Directions for this task
Write out the entire listing below exactly, with the pictures left out.
*** Data supplied Section Begins ***
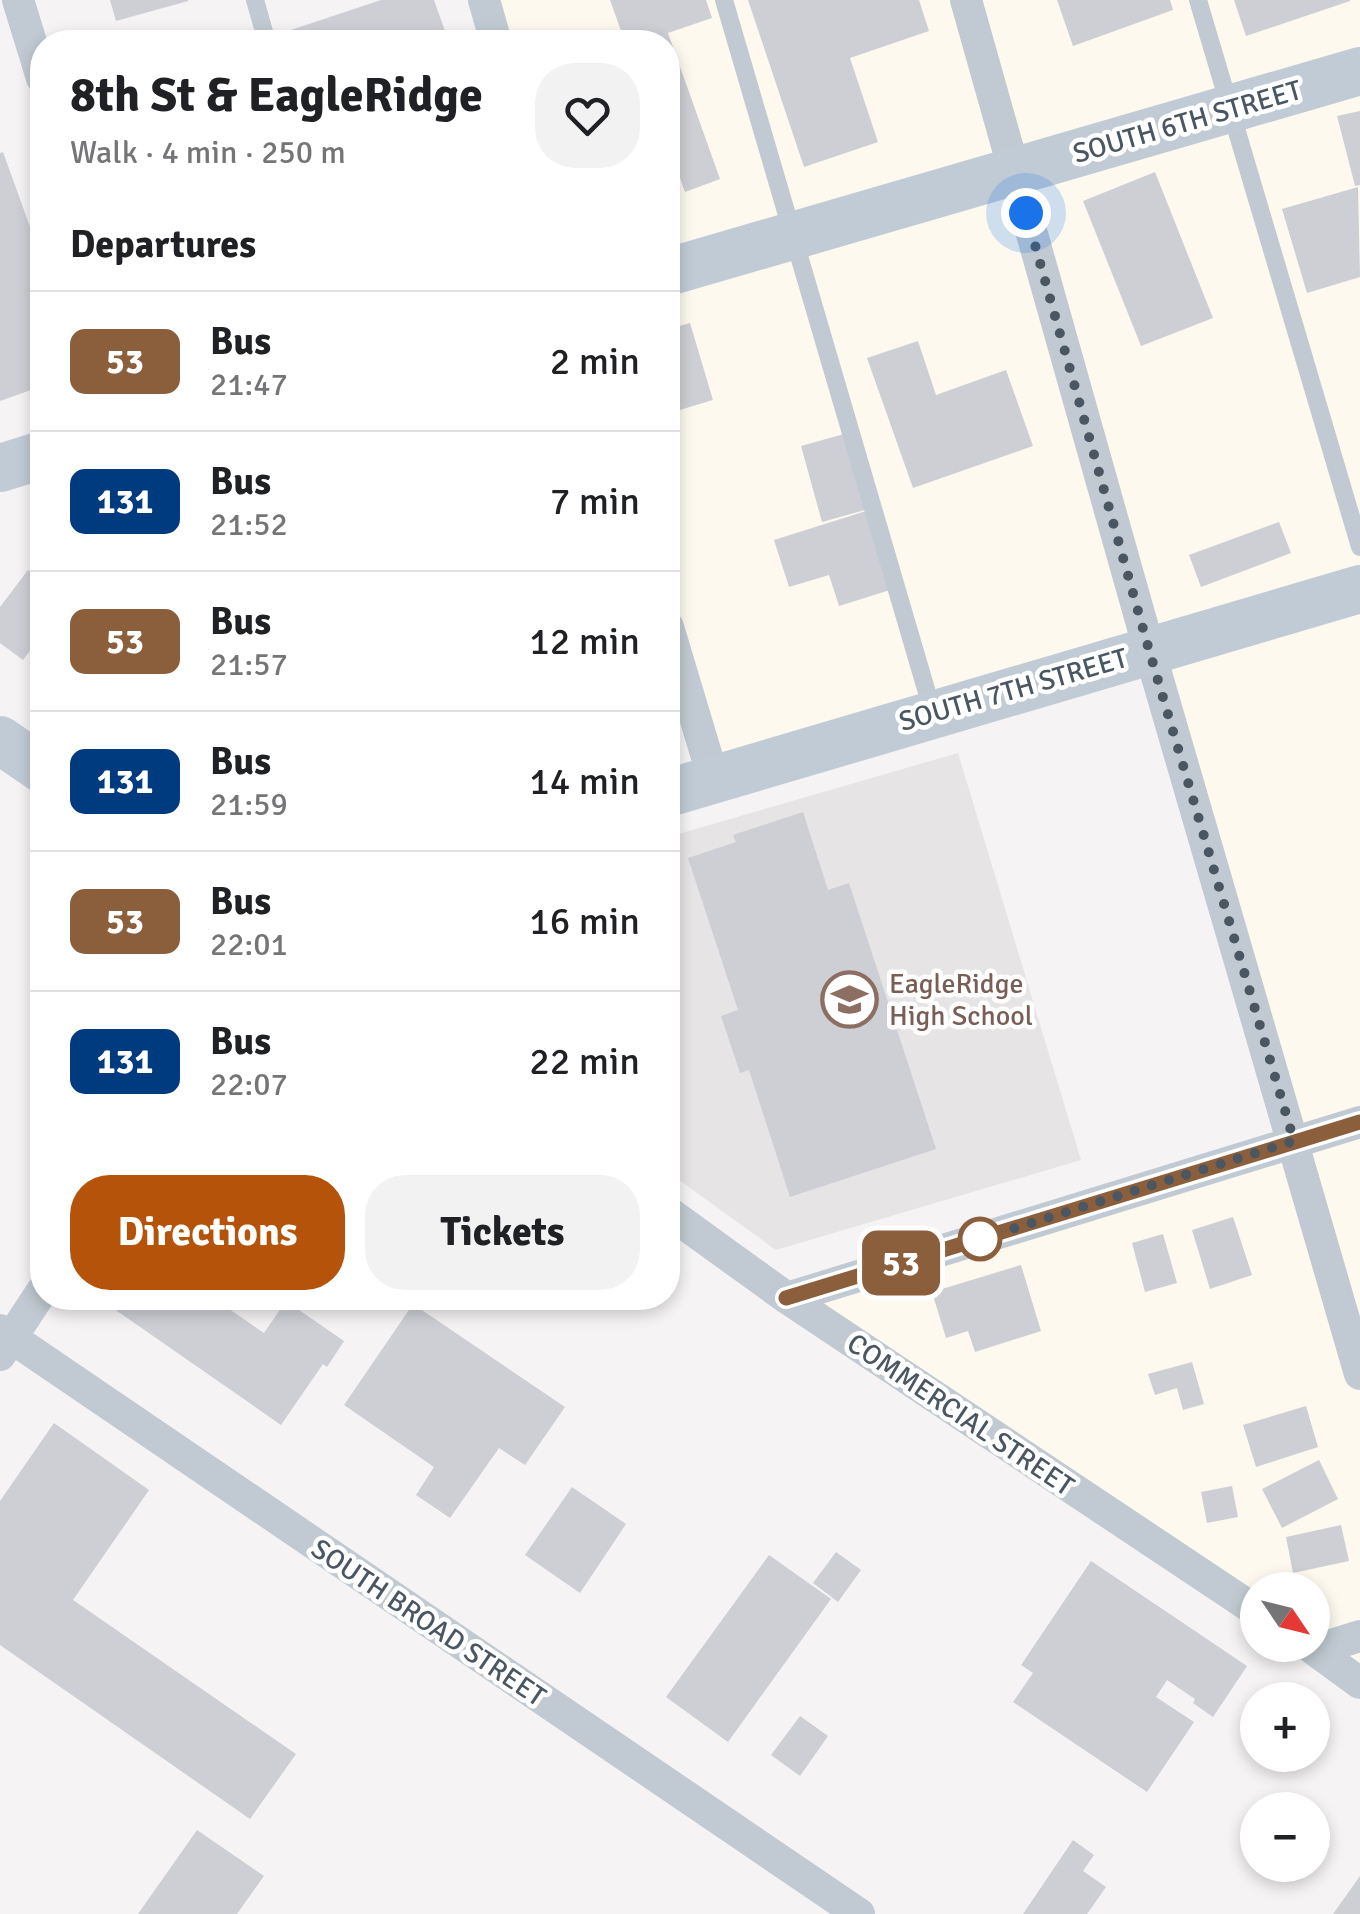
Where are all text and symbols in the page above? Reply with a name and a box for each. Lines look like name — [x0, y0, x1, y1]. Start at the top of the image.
button: heart — [535, 63, 640, 168]
text: 8th St & EagleRidge — [70, 66, 483, 125]
street label: SOUTH 6TH STREET — [1069, 73, 1306, 171]
text: Walk · 4 min · 250 m — [70, 133, 346, 172]
your location — [1001, 188, 1051, 238]
text: Departures — [70, 221, 256, 268]
text: Bus — [210, 318, 271, 365]
text: 2 min — [550, 338, 640, 385]
text: 53 — [106, 340, 144, 383]
text: 21:47 — [210, 365, 288, 404]
text: Bus — [210, 458, 271, 505]
text: 7 min — [550, 478, 640, 525]
text: 131 — [97, 480, 153, 523]
text: 21:52 — [210, 505, 288, 544]
text: Bus — [210, 598, 271, 645]
text: 12 min — [529, 618, 640, 665]
text: 53 — [106, 620, 144, 663]
street label: SOUTH 7TH STREET — [895, 641, 1132, 739]
text: 21:57 — [210, 645, 288, 684]
text: Bus — [210, 738, 271, 785]
text: 14 min — [529, 758, 640, 805]
text: 131 — [97, 760, 153, 803]
text: 21:59 — [210, 785, 288, 824]
text: Bus — [210, 878, 271, 925]
text: 16 min — [529, 898, 640, 945]
text: 53 — [106, 900, 144, 943]
text: 22:01 — [210, 925, 288, 964]
place label: EagleRidge High School — [889, 967, 1033, 1033]
school or university icon: EagleRidge High School — [820, 969, 880, 1029]
text: Bus — [210, 1018, 271, 1065]
text: 22 min — [529, 1038, 640, 1085]
text: 131 — [97, 1040, 153, 1083]
text: 22:07 — [210, 1065, 288, 1104]
button: Directions — [70, 1175, 345, 1290]
button: Tickets — [365, 1175, 640, 1290]
unlabelled marker — [959, 1218, 1001, 1260]
line badge: 53 — [856, 1230, 946, 1296]
text: 53 — [882, 1242, 920, 1285]
street label: COMMERCIAL STREET — [841, 1326, 1080, 1503]
street label: SOUTH BROAD STREET — [305, 1532, 552, 1714]
north arrow — [1240, 1572, 1330, 1662]
map controls — [1240, 1572, 1330, 1882]
button: + — [1240, 1682, 1330, 1772]
button: − — [1240, 1792, 1330, 1882]

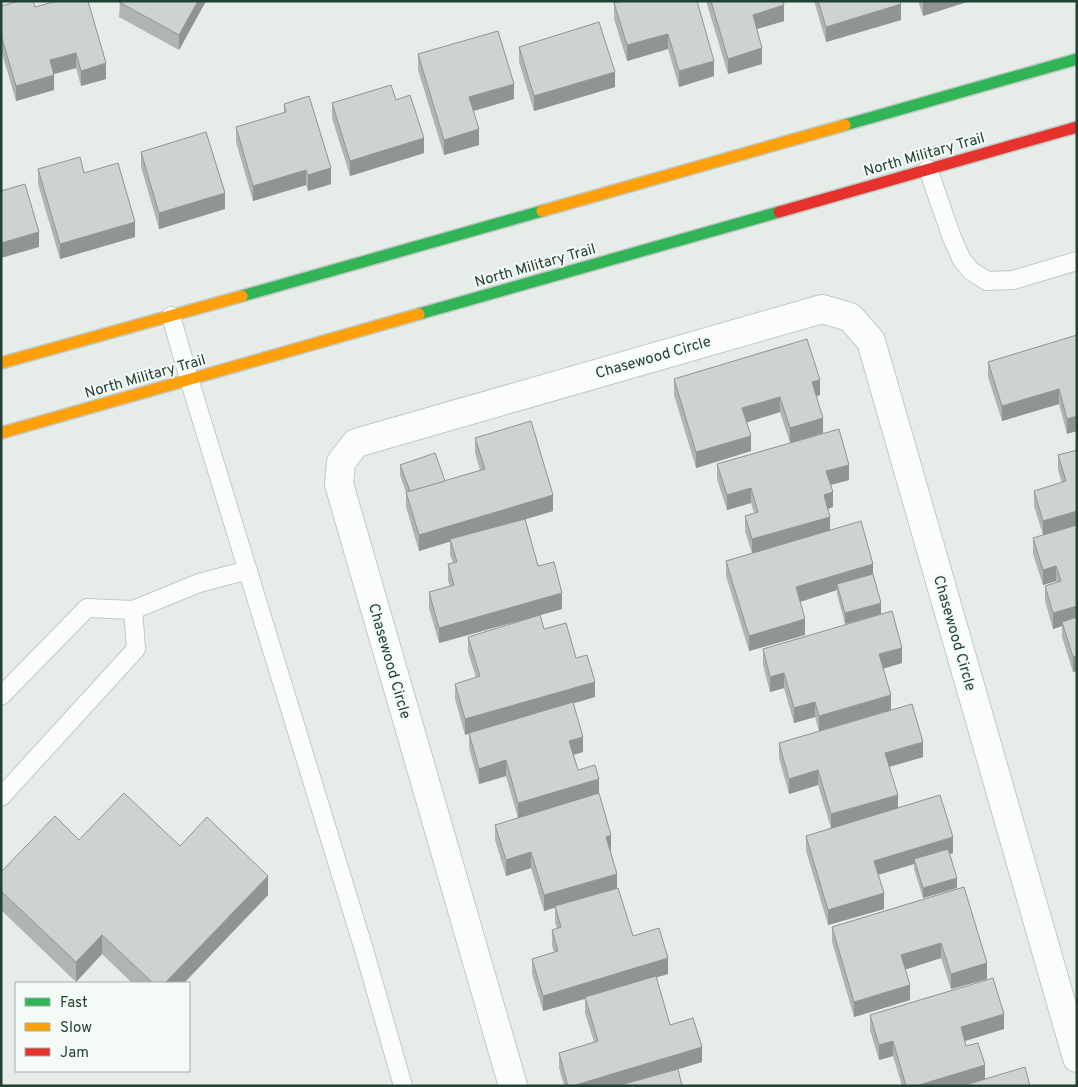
*** Data supplied Section Ends ***
Reply to the exercise
Where are all text and symbols in the page above? Reply with a name and a box for each. Lines look like name — [x0, y0, x1, y1]. Start at the top of the image.
button: heart — [535, 63, 640, 168]
text: 8th St & EagleRidge — [70, 66, 483, 125]
street label: SOUTH 6TH STREET — [1069, 73, 1306, 171]
text: Walk · 4 min · 250 m — [70, 133, 346, 172]
your location — [1001, 188, 1051, 238]
text: Departures — [70, 221, 256, 268]
text: Bus — [210, 318, 271, 365]
text: 2 min — [550, 338, 640, 385]
text: 53 — [106, 340, 144, 383]
text: 21:47 — [210, 365, 288, 404]
text: Bus — [210, 458, 271, 505]
text: 7 min — [550, 478, 640, 525]
text: 131 — [97, 480, 153, 523]
text: 21:52 — [210, 505, 288, 544]
text: Bus — [210, 598, 271, 645]
text: 12 min — [529, 618, 640, 665]
text: 53 — [106, 620, 144, 663]
street label: SOUTH 7TH STREET — [895, 641, 1132, 739]
text: 21:57 — [210, 645, 288, 684]
text: Bus — [210, 738, 271, 785]
text: 14 min — [529, 758, 640, 805]
text: 131 — [97, 760, 153, 803]
text: 21:59 — [210, 785, 288, 824]
text: Bus — [210, 878, 271, 925]
text: 16 min — [529, 898, 640, 945]
text: 53 — [106, 900, 144, 943]
text: 22:01 — [210, 925, 288, 964]
place label: EagleRidge High School — [889, 967, 1033, 1033]
school or university icon: EagleRidge High School — [820, 969, 880, 1029]
text: Bus — [210, 1018, 271, 1065]
text: 22 min — [529, 1038, 640, 1085]
text: 131 — [97, 1040, 153, 1083]
text: 22:07 — [210, 1065, 288, 1104]
button: Directions — [70, 1175, 345, 1290]
button: Tickets — [365, 1175, 640, 1290]
unlabelled marker — [959, 1218, 1001, 1260]
line badge: 53 — [856, 1230, 946, 1296]
text: 53 — [882, 1242, 920, 1285]
street label: COMMERCIAL STREET — [841, 1326, 1080, 1503]
street label: SOUTH BROAD STREET — [305, 1532, 552, 1714]
north arrow — [1240, 1572, 1330, 1662]
map controls — [1240, 1572, 1330, 1882]
button: + — [1240, 1682, 1330, 1772]
button: − — [1240, 1792, 1330, 1882]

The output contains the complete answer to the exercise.